On the other hand, circumcision and its relation to penile cancer and HPV infection has been a subject of intense debate [29-32], indicating that male circumcision is associated with a reduced risk of penile HPV infection. In our study, all the patients were uncircumcised. This is an important factor to be considered in nations where circumcision is not a common practice. Thus, our data could support the important role of circumcision to prevent HPV infection and penile cancer development.
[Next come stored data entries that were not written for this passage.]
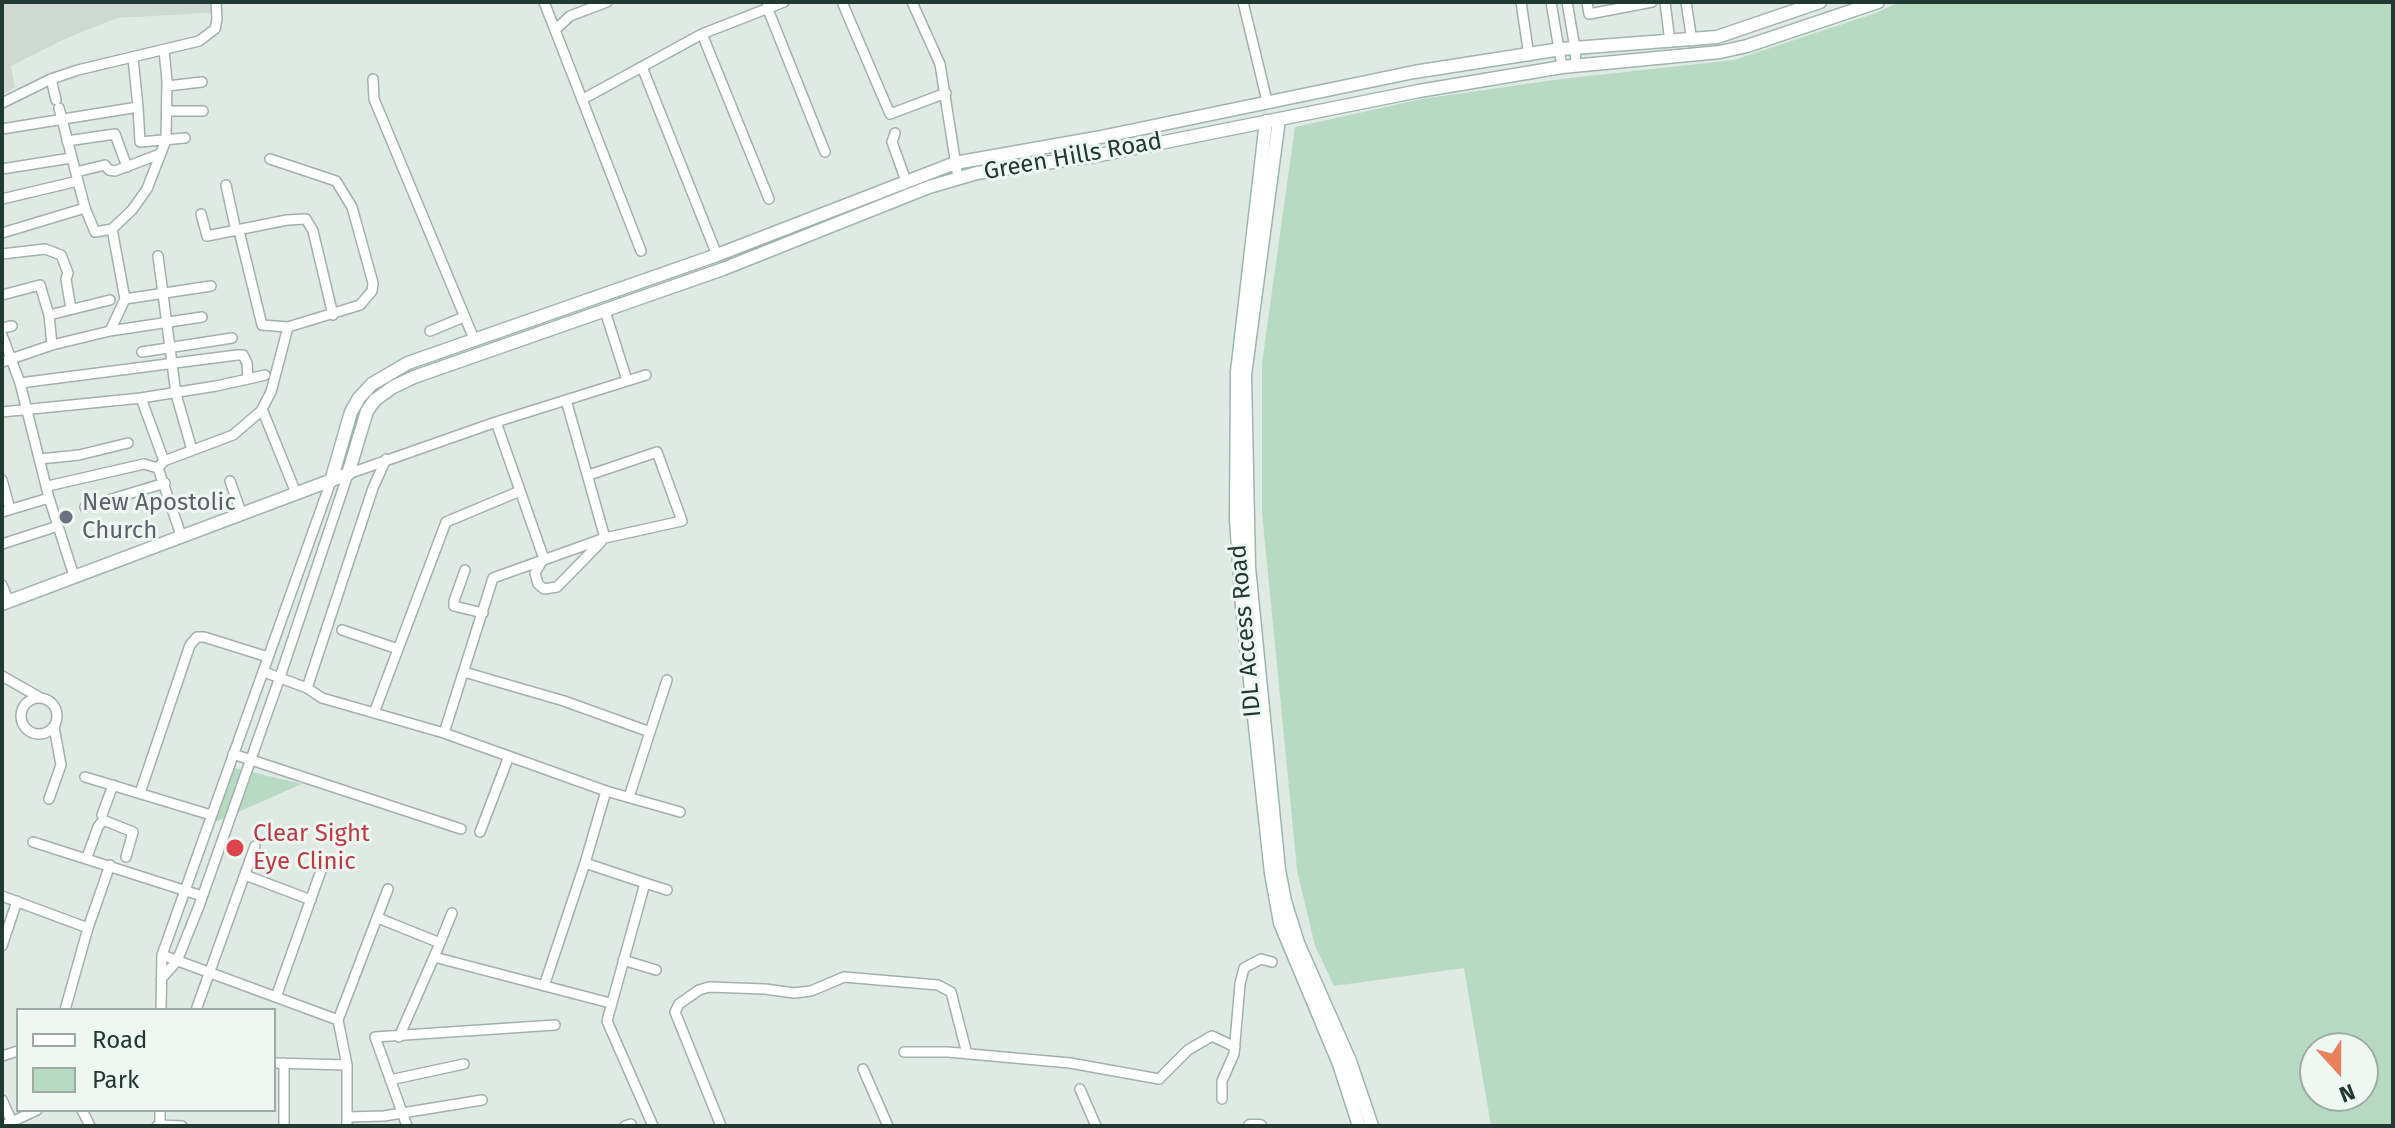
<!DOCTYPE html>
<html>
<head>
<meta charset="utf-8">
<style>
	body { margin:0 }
	#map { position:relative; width:2395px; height:1128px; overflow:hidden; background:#dfeae5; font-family:"Fira Sans",sans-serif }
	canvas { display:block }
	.frame { position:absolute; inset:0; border:4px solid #213933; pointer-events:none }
	.legend { position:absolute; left:16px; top:1008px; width:260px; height:104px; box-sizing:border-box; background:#eff7f3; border:2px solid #9daba6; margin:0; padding:10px 14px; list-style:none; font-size:24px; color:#213933 }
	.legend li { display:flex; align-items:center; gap:16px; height:40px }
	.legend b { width:40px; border:2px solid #9daba6 }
	.north { position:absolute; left:2299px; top:1032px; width:80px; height:80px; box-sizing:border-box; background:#eff7f3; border:2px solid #9daba6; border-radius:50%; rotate:159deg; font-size:22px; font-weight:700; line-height:32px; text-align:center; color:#213933 }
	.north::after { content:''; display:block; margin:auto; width:28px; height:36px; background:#ea815d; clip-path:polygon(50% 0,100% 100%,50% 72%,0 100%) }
</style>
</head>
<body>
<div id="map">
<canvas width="2395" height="1128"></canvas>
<div class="frame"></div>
<ul class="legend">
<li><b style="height:10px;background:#fff"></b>Road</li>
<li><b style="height:22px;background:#b9dac2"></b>Park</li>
</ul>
<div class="north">N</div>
</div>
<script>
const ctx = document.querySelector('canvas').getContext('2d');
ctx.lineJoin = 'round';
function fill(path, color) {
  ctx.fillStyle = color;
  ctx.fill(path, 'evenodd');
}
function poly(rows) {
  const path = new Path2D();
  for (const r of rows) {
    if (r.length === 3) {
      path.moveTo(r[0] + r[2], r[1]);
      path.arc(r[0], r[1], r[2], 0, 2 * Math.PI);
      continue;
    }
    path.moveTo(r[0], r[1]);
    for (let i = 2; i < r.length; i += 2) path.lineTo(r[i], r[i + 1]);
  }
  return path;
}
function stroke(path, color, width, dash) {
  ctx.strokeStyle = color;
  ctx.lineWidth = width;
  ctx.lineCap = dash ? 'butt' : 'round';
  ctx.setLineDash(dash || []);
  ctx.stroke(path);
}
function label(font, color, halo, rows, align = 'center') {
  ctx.font = font + ' "Fira Sans",sans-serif';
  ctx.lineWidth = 6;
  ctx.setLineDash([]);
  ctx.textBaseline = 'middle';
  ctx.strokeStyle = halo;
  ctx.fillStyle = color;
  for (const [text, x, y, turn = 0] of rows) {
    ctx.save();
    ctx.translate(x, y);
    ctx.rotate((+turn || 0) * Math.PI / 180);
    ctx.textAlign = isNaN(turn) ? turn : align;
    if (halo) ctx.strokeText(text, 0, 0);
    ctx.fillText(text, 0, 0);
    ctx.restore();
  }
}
fill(poly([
	[2,2,222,2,223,12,117,18,67,38,11,66,15,87,2,96]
]), '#ced9d4');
fill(poly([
	[1899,2,2393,2,2393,1126,1491,1126,1464,968,1334,986,1315,946,1297,870,1262,512,1262,363,1295,127,1422,99,1561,79,1734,60,1876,13],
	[2315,1048,2363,1048,2363,1096,2315,1096],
	[231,767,302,784,215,822]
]), '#b9dac2');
const street = poly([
	[544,2,555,30],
	[607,2,570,16,555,30,641,251],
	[842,2,890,114,946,93],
	[912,2,940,64,958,178],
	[1243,2,1267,101],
	[1521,2,1529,56],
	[1551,2,1562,67],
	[1567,2,1575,48,1576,66],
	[1587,2,1589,14,1652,2],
	[1665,2,1670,42],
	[1686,2,1692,41],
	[767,7,825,152],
	[702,34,769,199],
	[133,58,138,107],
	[642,67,717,255],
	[51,79,56,100],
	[373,79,374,99,474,339],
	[167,86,202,82],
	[583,99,702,34,784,2],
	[2,103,51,79,78,70,199,41,215,29,217,19,216,2],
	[59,108,85,208,95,232,112,229],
	[168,111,203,111],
	[2,129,138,107,140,142,185,138],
	[895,133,892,142,906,181],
	[67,141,115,134,127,167],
	[2,169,71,158],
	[76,172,105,165,109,170,115,171,160,154],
	[226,185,236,231],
	[2,199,78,181],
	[201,214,207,236,287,220,306,219,313,231,333,315],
	[239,231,262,325,288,327],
	[2,233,85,208],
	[2,254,45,249,61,255,68,273,66,279,71,309],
	[158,256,176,394,192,450],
	[2,295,40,285,49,315],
	[125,299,211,286],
	[605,311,627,380],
	[2,328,12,326],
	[110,331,125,299,112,229,132,210,147,189,166,140,167,81,164,50],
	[430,331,464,317],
	[2,335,20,383,49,498,74,576],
	[52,345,49,315,110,300],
	[142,352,232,338],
	[2,362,52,345,110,331,202,317],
	[248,379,265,375],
	[141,398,164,461],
	[566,400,605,538],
	[262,409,296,493],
	[2,412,141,398,216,386,248,379,247,363,243,355,237,355,20,383],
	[496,422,544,559],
	[40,459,79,455,128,443],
	[2,480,10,509],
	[230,481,241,512],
	[48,486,144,464,158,468],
	[85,507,165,483],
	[2,512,49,498],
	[181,535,158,468,164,461,233,435,261,411,271,392,288,327,360,305,372,291,373,283,352,207,336,181,270,159],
	[2,544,58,526],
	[542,561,535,573,538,584,544,589,557,587,601,542],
	[465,570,454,601,454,606,483,613],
	[2,585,9,602],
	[342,630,398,649],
	[264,672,307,688,322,698,444,733,606,791,680,812],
	[464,672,564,701,650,732,629,797],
	[2,676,39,697],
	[307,688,373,488,386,459],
	[39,716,18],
	[374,713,446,522,520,491],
	[650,732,667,680],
	[444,733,493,578,605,538,682,521,657,452,589,475],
	[233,754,461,829],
	[85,777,211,815],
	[140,793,190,645,197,637,204,637,268,657],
	[49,799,61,765,54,727],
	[102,815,113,785],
	[480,832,509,756],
	[33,842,202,896],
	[87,857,98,827,103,820,133,832,126,857],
	[585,863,645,883,607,1021,653,1126],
	[245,875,311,900],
	[645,883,667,890],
	[2,896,88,928,65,1010],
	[378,918,440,943,434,957],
	[88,928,110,865],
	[440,943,452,913],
	[2,946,17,901],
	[162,955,338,1020,347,1065],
	[623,960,656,970],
	[161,979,177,961,199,906,280,677,348,474,496,422,646,375],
	[544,986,585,863,606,791],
	[276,997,323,865],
	[161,1010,162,955,331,481],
	[196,1010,255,846],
	[338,1020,388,889],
	[399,1037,434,957,610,1003],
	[904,1052,948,1052,1070,1063,1159,1079,1188,1050,1212,1036,1235,1047],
	[2,1056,18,1051],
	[274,1063,347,1065,347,1126],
	[863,1069,888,1126],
	[390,1080,464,1064],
	[1080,1089,1096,1126],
	[1222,1099,1222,1081,1234,1054,1240,984,1244,968,1261,959,1272,962],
	[2,1100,14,1126],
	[82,1110,90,1126],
	[347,1117,384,1116,482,1100],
	[160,1125,182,1126],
	[3,1126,37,1110],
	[157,1126,160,1125,160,1110],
	[284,1126,284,1063],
	[407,1126,375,1037,555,1025],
	[625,1126,631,1124],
	[721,1126,675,1012,679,1004,699,990,709,987,765,989,794,993,811,991,844,977,938,985,951,992,967,1054]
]);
const secondary = poly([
	[1279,119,1245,375,1249,567,1279,870,1285,901,1298,943,1350,1061,1372,1126],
	[1266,121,1237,372,1236,519,1242,607,1271,873,1280,923,1339,1064,1359,1126],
	[331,481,351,412,359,398,372,384,408,363,717,255,955,163,1096,138,1414,72,1561,49,1717,37,1820,2],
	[2,604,348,474,367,411,375,400,393,387,414,377,723,269,929,187,977,173,1100,155,1419,91,1562,67,1720,52,1747,46,1878,2],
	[1250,1126,1260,1126]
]);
stroke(street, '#a2b1ac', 12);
stroke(secondary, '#9fb5ad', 15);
stroke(street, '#fff', 9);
stroke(secondary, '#fff', 12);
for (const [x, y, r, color] of [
	[66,517,8,"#6b7280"],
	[235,848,10,"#e0444e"]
]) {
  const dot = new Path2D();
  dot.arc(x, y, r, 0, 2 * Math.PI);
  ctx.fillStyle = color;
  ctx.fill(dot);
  stroke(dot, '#eff7f3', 3);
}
label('24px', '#213933', '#eff7f3', [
	["Green Hills Road",1073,157,-10],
	["IDL Access Road",1246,631,-95]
]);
label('24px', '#5b616d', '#eff7f3', [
	["New Apostolic",82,503],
	["Church",82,531]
], 'left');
label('24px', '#be3a42', '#eff7f3', [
	["Clear Sight",253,834],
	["Eye Clinic",253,862]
], 'left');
</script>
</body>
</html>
It is often difficult to draw a distinction between association and causation in cancer [33,34]. Due to small number of the samples, some data as differentiation degree, histological type, clinical stage and HPV types other than HPV16 (and 18) in the pathogenesis of penile cancer should not be concluded, and also studies examining de HPV expression should be carried out. In addition, in order to robust and evaluate differential survival role to HPV, this report could also serve to call for a large international collaborative study to evaluate all these aspects.
Based in the present data, available prophylactic HPV vaccination could prevent the development of slightly more than half of penile cancer in the Mexican population. These results might be considered for earlier HPV screening in Mexican men; the new development of HPV vaccine design harboring another HPV types by example 31, 33, 52 and 58, and the subsequent clinical course are needed. This data support the recent report about the nine-valent vaccine against HPV [35]. Although the rarity in frequency of this type of cancer, a limitation of the present study is the sample size, with the consequent limited analysis of some clinical variables.
Respect to hTERC gene alteration in PSCCs samples, the low percentage of hTERC amplification amplification in PSCC suggests that hTERC gain copy number is not associated to HPV infection in PSCC samples. Further, the hTERC amplification could be related to cellular event in the transformed cell.
In summary, our results are showing: 1) the HPV A9 group is the most frequent in penile cancer of Mexican population; 2) an important contribution of HPV16 European variant in our population with this tumor, and 3) hTERC amplification could be a rare genetic event in PSCC and also not related to HPV infection.
Acknowledgments
This work was partially supported by grants 69719 Fondos Sectoriales de Salud, CONACYT, México.
Disclosure of conflict of interest
We have no conflict of interest in association with this work.